Given the aging of the work force, we need to remove the barriers that prevent some of our citizens from realizing their potential. This includes a stronger income-security framework and skills programs that are better aligned with labour market needs. Affordable and accessible child care that also provides early learning opportunities can improve the participation of women in the labour force, and help close the gender pay gap. Greater workplace accessibility for disabled Canadians can also add workers. Improved integration of newcomers into the economy through better recognition of skills, education and qualifications can increase labour productivity. More opportunities for youth and Indigenous people to develop in-demand skills can improve their outcomes and add to the labour force. The recession has disproportionately affected low-income and marginalized workers, exacerbating economic inequalities. Policies that reduce inequality are part of a pro-growth agenda.
Canada also needs to reduce barriers to trade and investment. This involves getting rid of interprovincial trade restrictions, reducing regulatory and financial barriers that constrain the growth of businesses, and making Canada a more attractive destination for foreign investment. To fully unlock the potential of digital technology, data privacy issues need to be resolved. Government investment in digital infrastructure as well as embracing the digitization of government, such as increased use of technology to deliver services, can also be a complement and catalyst for private-sector digital investment.

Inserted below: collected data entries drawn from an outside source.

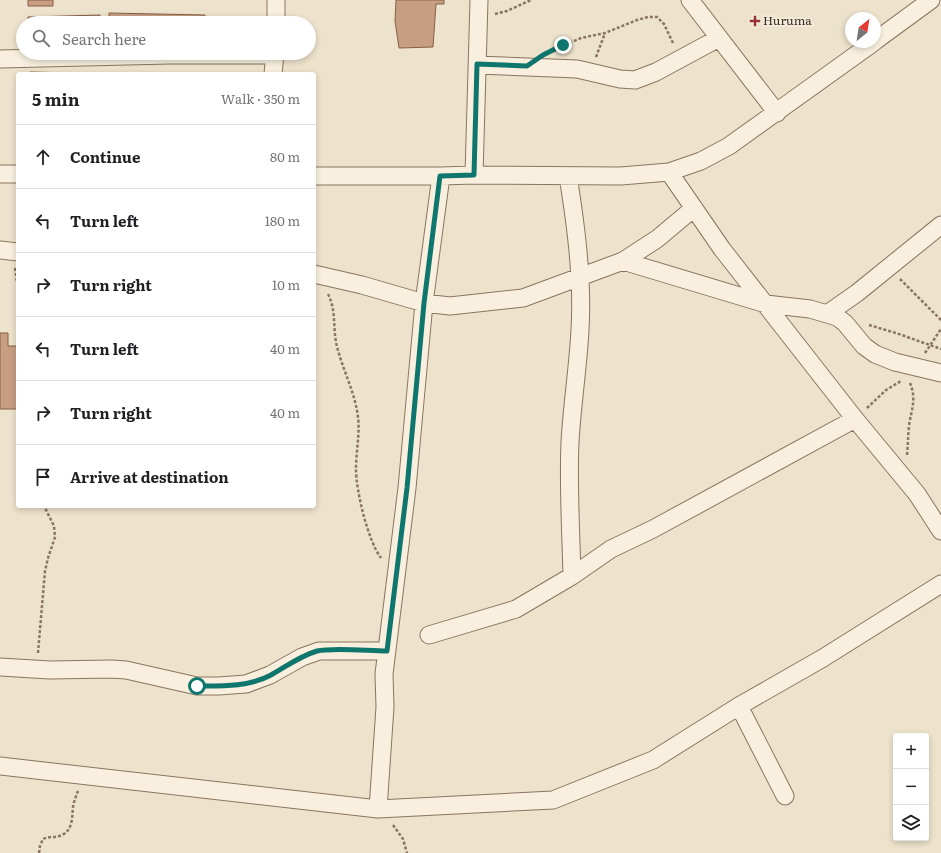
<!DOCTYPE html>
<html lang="en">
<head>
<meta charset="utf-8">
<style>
  :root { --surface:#fff; --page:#f6f6f6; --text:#202124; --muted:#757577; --line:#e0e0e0 }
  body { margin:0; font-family:Literata,serif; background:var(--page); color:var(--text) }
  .controls { position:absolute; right:12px; bottom:12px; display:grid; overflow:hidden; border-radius:4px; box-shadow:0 2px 6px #0003 }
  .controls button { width:36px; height:36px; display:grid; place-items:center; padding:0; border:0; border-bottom:1px solid var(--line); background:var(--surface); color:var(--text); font:20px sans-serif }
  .compass { position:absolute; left:845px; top:12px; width:36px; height:36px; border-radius:50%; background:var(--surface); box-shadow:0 2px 6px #0003; rotate:30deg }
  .stop { position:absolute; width:12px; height:12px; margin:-9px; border:3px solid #0f766e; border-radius:50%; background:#fff }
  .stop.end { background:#0f766e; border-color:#fff; box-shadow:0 1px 4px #0008 }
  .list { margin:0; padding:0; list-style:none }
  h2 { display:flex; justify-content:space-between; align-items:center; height:52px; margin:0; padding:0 16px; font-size:17px }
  h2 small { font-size:13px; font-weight:400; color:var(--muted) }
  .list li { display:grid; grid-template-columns:26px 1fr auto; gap:12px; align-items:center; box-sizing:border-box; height:64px; padding:0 16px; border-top:1px solid var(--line) }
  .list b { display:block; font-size:15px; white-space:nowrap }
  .list em { font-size:13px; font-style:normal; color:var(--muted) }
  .icon { flex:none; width:22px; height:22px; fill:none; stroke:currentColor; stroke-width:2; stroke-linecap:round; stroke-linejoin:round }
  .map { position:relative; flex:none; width:941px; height:853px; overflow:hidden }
  .search { position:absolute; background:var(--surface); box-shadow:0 2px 6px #0003; left:16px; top:16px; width:300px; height:44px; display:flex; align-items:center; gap:10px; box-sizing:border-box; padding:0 14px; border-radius:22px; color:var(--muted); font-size:15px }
  .panel { position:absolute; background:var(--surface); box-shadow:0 2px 6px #0003; left:16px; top:72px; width:300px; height:436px; border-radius:4px }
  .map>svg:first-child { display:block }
  .building { fill:#c89e83; stroke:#875f47 }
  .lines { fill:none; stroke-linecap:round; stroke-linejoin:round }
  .minor-casing { stroke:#897560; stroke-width:19 }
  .path { stroke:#897560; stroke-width:2.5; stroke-dasharray:3 2; stroke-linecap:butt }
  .minor { stroke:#f8efde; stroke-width:17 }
  .route { stroke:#0f766e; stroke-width:5 }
  .poi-dot { fill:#953336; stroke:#f4ecda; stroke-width:1.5 }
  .labels { text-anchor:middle; stroke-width:3.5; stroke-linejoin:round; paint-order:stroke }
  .poi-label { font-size:12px; fill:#3a2d22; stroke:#f4ecda; text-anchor:start }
</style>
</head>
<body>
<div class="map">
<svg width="941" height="853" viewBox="0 0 941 853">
  <rect width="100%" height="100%" fill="#ede2cb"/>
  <path class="building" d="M28,0H53V6H28Z
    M396,0H444V4H436L433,47L399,48L395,21Z
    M109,13L205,15V23H109Z
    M100,15V23H28V17Z
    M30,72L74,73V74H30Z
    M0,333H8V346H18V409H0Z"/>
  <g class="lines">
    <defs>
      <path id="minor" d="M690,0L777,113
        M276,23V0
        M875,41L931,0
        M0,59L169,55H275
        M477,65L577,69L620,79L635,80L656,72L719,38
        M273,74L275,53
        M669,172L722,249L855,419L917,494L941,531
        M0,174H18
        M474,175L479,0
        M314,176H441L474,175L621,176L669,172L701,161L729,146L874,42
        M568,176C576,226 583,279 580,330C578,368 572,405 570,442C568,487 571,532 572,576
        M0,250L18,252
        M623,261L766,304L810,309L827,314L837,317L845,323L864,346L875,354L895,362L941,373
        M314,274L362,285L424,303L450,306L523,298L623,261L657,239L694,208
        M827,314L857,293L941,225
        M429,635L516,609L572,576L611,549L653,529L855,419
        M0,667L50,670L111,669L126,670L197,686H219L246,684L270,675L302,657L319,651H387
        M739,706L785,796
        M0,766L378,809L553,800L653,760L739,706L823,658L941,584
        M378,809L385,707L384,674L407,488L424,303L441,176"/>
    </defs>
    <use href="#minor" class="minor-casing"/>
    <path class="path" d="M495,14L507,11L531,0
      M551,51L581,38L605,33L637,20L648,17H657L664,24L673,43
      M596,57L605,33
      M15,268L18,289
      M900,279L941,320
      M328,294C336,310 333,325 336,342C341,367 355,391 358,417C360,434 356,452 356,469C356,491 368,541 381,558
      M869,325L896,333L941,349
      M925,353L941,329
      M867,408L886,390L901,381
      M907,455C908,445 908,436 909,426C911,410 917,400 910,383
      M38,653L45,571L48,558L55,537L54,526L44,506
      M393,825L403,839L407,853
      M39,853L40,846L43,839C49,836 56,838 62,835C73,830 72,817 73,807C74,801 76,796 78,791"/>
    <use href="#minor" class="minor"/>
  </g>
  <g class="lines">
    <path class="route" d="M197,686C222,686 249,687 271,675C287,666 300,656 317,651C333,647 369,651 387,651L407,488L424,303L440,176L474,175L477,64L527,66L543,55L563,45"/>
  </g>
  <path class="poi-dot" d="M753 15h4v4h4v4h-4v4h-4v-4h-4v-4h4z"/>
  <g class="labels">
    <g class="poi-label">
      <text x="763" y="25">Huruma</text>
    </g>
  </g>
</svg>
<div class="controls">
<button>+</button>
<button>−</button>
<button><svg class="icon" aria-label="layers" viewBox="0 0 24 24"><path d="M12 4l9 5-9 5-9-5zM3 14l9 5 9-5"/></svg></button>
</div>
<svg class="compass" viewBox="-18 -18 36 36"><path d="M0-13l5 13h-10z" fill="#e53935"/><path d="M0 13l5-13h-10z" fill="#757577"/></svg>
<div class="stop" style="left:197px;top:686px"></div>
<div class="stop end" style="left:563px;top:45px"></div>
<div class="search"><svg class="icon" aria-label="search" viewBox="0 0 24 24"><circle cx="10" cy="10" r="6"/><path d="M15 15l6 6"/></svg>Search here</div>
<section class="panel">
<h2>5 min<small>Walk · 350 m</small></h2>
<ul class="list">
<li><svg class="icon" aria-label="ahead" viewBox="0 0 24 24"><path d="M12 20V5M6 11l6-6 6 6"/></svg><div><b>Continue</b></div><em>80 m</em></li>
<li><svg class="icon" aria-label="left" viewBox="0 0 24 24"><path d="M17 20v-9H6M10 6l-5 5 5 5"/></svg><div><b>Turn left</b></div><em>180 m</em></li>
<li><svg class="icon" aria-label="right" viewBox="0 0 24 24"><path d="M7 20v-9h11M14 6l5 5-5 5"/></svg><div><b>Turn right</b></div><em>10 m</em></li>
<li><svg class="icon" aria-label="left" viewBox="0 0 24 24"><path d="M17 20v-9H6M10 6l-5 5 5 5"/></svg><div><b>Turn left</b></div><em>40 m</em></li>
<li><svg class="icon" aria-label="right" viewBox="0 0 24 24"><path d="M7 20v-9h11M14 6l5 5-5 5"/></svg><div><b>Turn right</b></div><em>40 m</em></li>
<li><svg class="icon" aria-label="arrive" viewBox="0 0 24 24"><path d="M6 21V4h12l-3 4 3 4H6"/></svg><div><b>Arrive at destination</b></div></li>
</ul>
</section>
</div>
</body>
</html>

Anxiety over mounting government debt and the threat of future tax increases should be addressed, because both can dampen investment. Governments need to make a commitment to reduce deficits and debt accumulation over time, but the path to that fiscal rebalancing can be conditional on health and economic outcomes to allow flexibility in fiscal policy. Since governments are unlikely to raise taxes when the economy is weak and the recovery is protracted, it is an ideal time to launch a comprehensive review of the tax system that would allow future reforms to improve tax efficiency and competitiveness when governments start thinking about fiscal rebalancing.
Making progress in the above-mentioned areas can help accelerate economic growth, providing a stronger recovery and reducing the fiscal burden. Deloitte has done economic models that show what is possible. By removing barriers to individuals, raising investment and realizing the full potential of digital technology, Canada’s annual rate of economic growth over the next decade could be lifted to 2.7 per cent a year. A successful pro-growth agenda could create 2.3 million more jobs and more than $300-billion in additional income by 2030, generating dramatically more tax revenues to rebalance government finances and lift Canadians' standard of living above that of their international peers.